What is required: Could the data underneath be repeated exactly, in full?

::::

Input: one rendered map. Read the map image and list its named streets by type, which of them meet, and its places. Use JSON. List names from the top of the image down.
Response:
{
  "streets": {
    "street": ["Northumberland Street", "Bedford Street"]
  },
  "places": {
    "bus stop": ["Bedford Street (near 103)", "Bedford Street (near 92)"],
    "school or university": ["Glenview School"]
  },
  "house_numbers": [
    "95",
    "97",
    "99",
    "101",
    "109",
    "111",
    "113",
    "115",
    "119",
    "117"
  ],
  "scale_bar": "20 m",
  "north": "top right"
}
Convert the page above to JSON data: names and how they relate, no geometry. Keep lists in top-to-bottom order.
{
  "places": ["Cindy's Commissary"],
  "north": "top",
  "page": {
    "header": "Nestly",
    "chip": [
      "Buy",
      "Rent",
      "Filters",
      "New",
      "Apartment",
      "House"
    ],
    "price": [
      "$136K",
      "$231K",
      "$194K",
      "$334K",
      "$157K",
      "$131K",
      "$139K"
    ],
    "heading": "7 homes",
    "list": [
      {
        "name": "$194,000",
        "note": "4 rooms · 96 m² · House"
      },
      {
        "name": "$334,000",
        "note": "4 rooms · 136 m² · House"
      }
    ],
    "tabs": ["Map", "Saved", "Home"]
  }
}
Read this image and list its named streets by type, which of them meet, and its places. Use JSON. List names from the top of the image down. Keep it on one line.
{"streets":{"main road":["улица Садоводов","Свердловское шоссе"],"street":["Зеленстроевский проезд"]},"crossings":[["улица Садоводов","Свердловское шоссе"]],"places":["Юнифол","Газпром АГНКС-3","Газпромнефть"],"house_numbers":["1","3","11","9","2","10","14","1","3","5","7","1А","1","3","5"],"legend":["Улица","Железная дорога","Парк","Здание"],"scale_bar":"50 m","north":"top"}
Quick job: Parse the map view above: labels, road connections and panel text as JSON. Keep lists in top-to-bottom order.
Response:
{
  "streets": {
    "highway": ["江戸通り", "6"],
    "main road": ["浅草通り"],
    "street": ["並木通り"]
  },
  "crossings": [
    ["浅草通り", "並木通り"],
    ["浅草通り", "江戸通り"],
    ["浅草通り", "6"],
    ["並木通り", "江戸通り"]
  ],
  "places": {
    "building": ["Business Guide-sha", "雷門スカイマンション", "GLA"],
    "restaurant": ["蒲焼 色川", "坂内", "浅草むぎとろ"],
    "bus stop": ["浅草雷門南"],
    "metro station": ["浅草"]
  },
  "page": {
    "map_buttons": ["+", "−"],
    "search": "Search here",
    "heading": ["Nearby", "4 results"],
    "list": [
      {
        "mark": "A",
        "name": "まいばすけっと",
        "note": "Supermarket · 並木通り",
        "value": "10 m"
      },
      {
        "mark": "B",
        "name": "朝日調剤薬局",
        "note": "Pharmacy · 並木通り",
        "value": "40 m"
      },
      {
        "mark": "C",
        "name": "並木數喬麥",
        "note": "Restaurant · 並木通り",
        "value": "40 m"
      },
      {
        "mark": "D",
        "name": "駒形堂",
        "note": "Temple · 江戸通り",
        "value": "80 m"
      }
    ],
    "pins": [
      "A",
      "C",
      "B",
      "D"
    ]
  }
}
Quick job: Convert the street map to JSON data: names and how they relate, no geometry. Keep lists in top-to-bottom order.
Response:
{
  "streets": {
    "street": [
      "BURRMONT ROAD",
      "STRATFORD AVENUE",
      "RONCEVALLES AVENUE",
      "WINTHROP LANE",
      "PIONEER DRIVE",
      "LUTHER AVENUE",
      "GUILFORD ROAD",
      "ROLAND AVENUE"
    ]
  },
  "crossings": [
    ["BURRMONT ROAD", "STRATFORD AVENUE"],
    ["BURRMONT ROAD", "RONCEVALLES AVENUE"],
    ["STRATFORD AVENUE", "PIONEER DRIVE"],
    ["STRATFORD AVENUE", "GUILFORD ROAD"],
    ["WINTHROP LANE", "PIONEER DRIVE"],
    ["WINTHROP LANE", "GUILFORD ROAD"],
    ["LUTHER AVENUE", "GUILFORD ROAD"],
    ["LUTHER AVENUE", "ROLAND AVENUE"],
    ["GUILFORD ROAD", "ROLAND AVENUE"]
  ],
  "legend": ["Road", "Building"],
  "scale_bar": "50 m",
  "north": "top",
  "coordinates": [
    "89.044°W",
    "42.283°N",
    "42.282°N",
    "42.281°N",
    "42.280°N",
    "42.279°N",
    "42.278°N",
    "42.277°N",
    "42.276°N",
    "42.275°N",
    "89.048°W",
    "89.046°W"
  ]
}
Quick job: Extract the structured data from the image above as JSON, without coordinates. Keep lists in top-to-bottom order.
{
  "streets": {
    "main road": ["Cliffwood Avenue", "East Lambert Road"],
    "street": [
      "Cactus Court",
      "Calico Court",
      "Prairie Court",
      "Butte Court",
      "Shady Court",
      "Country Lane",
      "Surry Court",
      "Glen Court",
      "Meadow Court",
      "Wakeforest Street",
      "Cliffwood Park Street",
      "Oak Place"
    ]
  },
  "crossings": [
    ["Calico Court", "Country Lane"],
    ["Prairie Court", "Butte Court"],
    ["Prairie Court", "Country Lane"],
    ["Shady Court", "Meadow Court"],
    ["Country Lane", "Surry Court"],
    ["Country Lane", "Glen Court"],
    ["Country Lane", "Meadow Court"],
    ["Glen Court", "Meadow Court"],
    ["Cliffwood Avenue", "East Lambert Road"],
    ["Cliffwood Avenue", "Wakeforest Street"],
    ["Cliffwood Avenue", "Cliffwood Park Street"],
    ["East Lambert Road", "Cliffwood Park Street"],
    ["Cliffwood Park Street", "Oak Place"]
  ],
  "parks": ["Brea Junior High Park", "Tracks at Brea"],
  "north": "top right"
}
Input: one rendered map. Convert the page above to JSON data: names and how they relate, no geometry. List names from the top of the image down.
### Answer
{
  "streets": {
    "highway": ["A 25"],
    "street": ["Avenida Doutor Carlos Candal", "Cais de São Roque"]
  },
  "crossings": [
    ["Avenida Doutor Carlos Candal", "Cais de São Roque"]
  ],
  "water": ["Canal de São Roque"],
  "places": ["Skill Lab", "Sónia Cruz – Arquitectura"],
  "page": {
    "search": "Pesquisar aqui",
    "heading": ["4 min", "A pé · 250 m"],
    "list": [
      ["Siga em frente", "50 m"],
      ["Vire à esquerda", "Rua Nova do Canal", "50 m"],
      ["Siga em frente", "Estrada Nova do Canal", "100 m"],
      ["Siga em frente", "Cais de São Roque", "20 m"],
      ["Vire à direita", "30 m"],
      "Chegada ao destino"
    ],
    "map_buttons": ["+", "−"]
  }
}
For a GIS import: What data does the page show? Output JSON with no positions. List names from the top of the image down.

::::

Written answer:
Input: one rendered map. Read the map image and list its named streets by type, which of them meet, and its places. Use JSON. List names from the top of the image down.
Response:
{
  "streets": {
    "street": ["Northumberland Street", "Bedford Street"]
  },
  "places": {
    "bus stop": ["Bedford Street (near 103)", "Bedford Street (near 92)"],
    "school or university": ["Glenview School"]
  },
  "house_numbers": [
    "95",
    "97",
    "99",
    "101",
    "109",
    "111",
    "113",
    "115",
    "119",
    "117"
  ],
  "scale_bar": "20 m",
  "north": "top right"
}
Convert the page above to JSON data: names and how they relate, no geometry. Keep lists in top-to-bottom order.
{
  "places": ["Cindy's Commissary"],
  "north": "top",
  "page": {
    "header": "Nestly",
    "chip": [
      "Buy",
      "Rent",
      "Filters",
      "New",
      "Apartment",
      "House"
    ],
    "price": [
      "$136K",
      "$231K",
      "$194K",
      "$334K",
      "$157K",
      "$131K",
      "$139K"
    ],
    "heading": "7 homes",
    "list": [
      {
        "name": "$194,000",
        "note": "4 rooms · 96 m² · House"
      },
      {
        "name": "$334,000",
        "note": "4 rooms · 136 m² · House"
      }
    ],
    "tabs": ["Map", "Saved", "Home"]
  }
}
Read this image and list its named streets by type, which of them meet, and its places. Use JSON. List names from the top of the image down. Keep it on one line.
{"streets":{"main road":["улица Садоводов","Свердловское шоссе"],"street":["Зеленстроевский проезд"]},"crossings":[["улица Садоводов","Свердловское шоссе"]],"places":["Юнифол","Газпром АГНКС-3","Газпромнефть"],"house_numbers":["1","3","11","9","2","10","14","1","3","5","7","1А","1","3","5"],"legend":["Улица","Железная дорога","Парк","Здание"],"scale_bar":"50 m","north":"top"}
Quick job: Parse the map view above: labels, road connections and panel text as JSON. Keep lists in top-to-bottom order.
Response:
{
  "streets": {
    "highway": ["江戸通り", "6"],
    "main road": ["浅草通り"],
    "street": ["並木通り"]
  },
  "crossings": [
    ["浅草通り", "並木通り"],
    ["浅草通り", "江戸通り"],
    ["浅草通り", "6"],
    ["並木通り", "江戸通り"]
  ],
  "places": {
    "building": ["Business Guide-sha", "雷門スカイマンション", "GLA"],
    "restaurant": ["蒲焼 色川", "坂内", "浅草むぎとろ"],
    "bus stop": ["浅草雷門南"],
    "metro station": ["浅草"]
  },
  "page": {
    "map_buttons": ["+", "−"],
    "search": "Search here",
    "heading": ["Nearby", "4 results"],
    "list": [
      {
        "mark": "A",
        "name": "まいばすけっと",
        "note": "Supermarket · 並木通り",
        "value": "10 m"
      },
      {
        "mark": "B",
        "name": "朝日調剤薬局",
        "note": "Pharmacy · 並木通り",
        "value": "40 m"
      },
      {
        "mark": "C",
        "name": "並木數喬麥",
        "note": "Restaurant · 並木通り",
        "value": "40 m"
      },
      {
        "mark": "D",
        "name": "駒形堂",
        "note": "Temple · 江戸通り",
        "value": "80 m"
      }
    ],
    "pins": [
      "A",
      "C",
      "B",
      "D"
    ]
  }
}
Quick job: Convert the street map to JSON data: names and how they relate, no geometry. Keep lists in top-to-bottom order.
Response:
{
  "streets": {
    "street": [
      "BURRMONT ROAD",
      "STRATFORD AVENUE",
      "RONCEVALLES AVENUE",
      "WINTHROP LANE",
      "PIONEER DRIVE",
      "LUTHER AVENUE",
      "GUILFORD ROAD",
      "ROLAND AVENUE"
    ]
  },
  "crossings": [
    ["BURRMONT ROAD", "STRATFORD AVENUE"],
    ["BURRMONT ROAD", "RONCEVALLES AVENUE"],
    ["STRATFORD AVENUE", "PIONEER DRIVE"],
    ["STRATFORD AVENUE", "GUILFORD ROAD"],
    ["WINTHROP LANE", "PIONEER DRIVE"],
    ["WINTHROP LANE", "GUILFORD ROAD"],
    ["LUTHER AVENUE", "GUILFORD ROAD"],
    ["LUTHER AVENUE", "ROLAND AVENUE"],
    ["GUILFORD ROAD", "ROLAND AVENUE"]
  ],
  "legend": ["Road", "Building"],
  "scale_bar": "50 m",
  "north": "top",
  "coordinates": [
    "89.044°W",
    "42.283°N",
    "42.282°N",
    "42.281°N",
    "42.280°N",
    "42.279°N",
    "42.278°N",
    "42.277°N",
    "42.276°N",
    "42.275°N",
    "89.048°W",
    "89.046°W"
  ]
}
Quick job: Extract the structured data from the image above as JSON, without coordinates. Keep lists in top-to-bottom order.
{
  "streets": {
    "main road": ["Cliffwood Avenue", "East Lambert Road"],
    "street": [
      "Cactus Court",
      "Calico Court",
      "Prairie Court",
      "Butte Court",
      "Shady Court",
      "Country Lane",
      "Surry Court",
      "Glen Court",
      "Meadow Court",
      "Wakeforest Street",
      "Cliffwood Park Street",
      "Oak Place"
    ]
  },
  "crossings": [
    ["Calico Court", "Country Lane"],
    ["Prairie Court", "Butte Court"],
    ["Prairie Court", "Country Lane"],
    ["Shady Court", "Meadow Court"],
    ["Country Lane", "Surry Court"],
    ["Country Lane", "Glen Court"],
    ["Country Lane", "Meadow Court"],
    ["Glen Court", "Meadow Court"],
    ["Cliffwood Avenue", "East Lambert Road"],
    ["Cliffwood Avenue", "Wakeforest Street"],
    ["Cliffwood Avenue", "Cliffwood Park Street"],
    ["East Lambert Road", "Cliffwood Park Street"],
    ["Cliffwood Park Street", "Oak Place"]
  ],
  "parks": ["Brea Junior High Park", "Tracks at Brea"],
  "north": "top right"
}
Input: one rendered map. Convert the page above to JSON data: names and how they relate, no geometry. List names from the top of the image down.
### Answer
{
  "streets": {
    "highway": ["A 25"],
    "street": ["Avenida Doutor Carlos Candal", "Cais de São Roque"]
  },
  "crossings": [
    ["Avenida Doutor Carlos Candal", "Cais de São Roque"]
  ],
  "water": ["Canal de São Roque"],
  "places": ["Skill Lab", "Sónia Cruz – Arquitectura"],
  "page": {
    "search": "Pesquisar aqui",
    "heading": ["4 min", "A pé · 250 m"],
    "list": [
      ["Siga em frente", "50 m"],
      ["Vire à esquerda", "Rua Nova do Canal", "50 m"],
      ["Siga em frente", "Estrada Nova do Canal", "100 m"],
      ["Siga em frente", "Cais de São Roque", "20 m"],
      ["Vire à direita", "30 m"],
      "Chegada ao destino"
    ],
    "map_buttons": ["+", "−"]
  }
}
For a GIS import: What data does the page show? Output JSON with no positions. List names from the top of the image down.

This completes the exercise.